=== Work to be completed ===
Copy every line of the data exactly, keeping out any picture.

=== The data ===
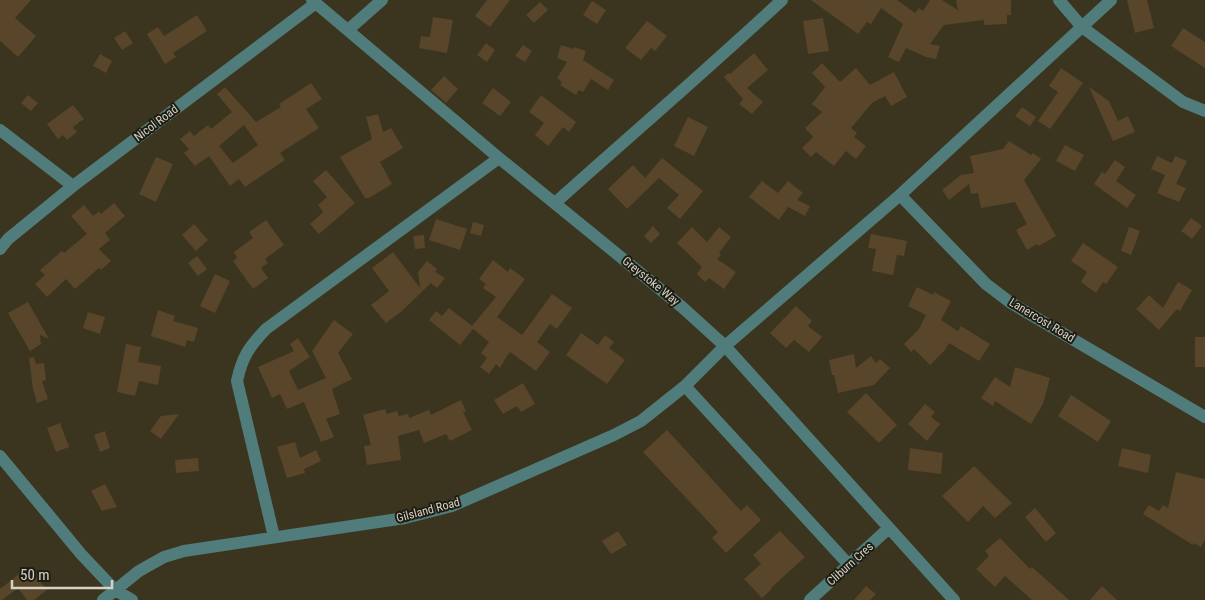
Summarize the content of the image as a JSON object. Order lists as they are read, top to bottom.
{
  "streets": {
    "street": [
      "Nicol Road",
      "Greystoke Way",
      "Lanercost Road",
      "Gilsland Road",
      "Cliburn Cres"
    ]
  },
  "crossings": [
    ["Nicol Road", "Greystoke Way"],
    ["Greystoke Way", "Gilsland Road"],
    ["Greystoke Way", "Cliburn Cres"],
    ["Lanercost Road", "Gilsland Road"]
  ],
  "scale_bar": "50 m"
}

=== Written response ===
Summarize the content of the image as a JSON object. Order lists as they are read, top to bottom.
{
  "streets": {
    "street": [
      "Nicol Road",
      "Greystoke Way",
      "Lanercost Road",
      "Gilsland Road",
      "Cliburn Cres"
    ]
  },
  "crossings": [
    ["Nicol Road", "Greystoke Way"],
    ["Greystoke Way", "Gilsland Road"],
    ["Greystoke Way", "Cliburn Cres"],
    ["Lanercost Road", "Gilsland Road"]
  ],
  "scale_bar": "50 m"
}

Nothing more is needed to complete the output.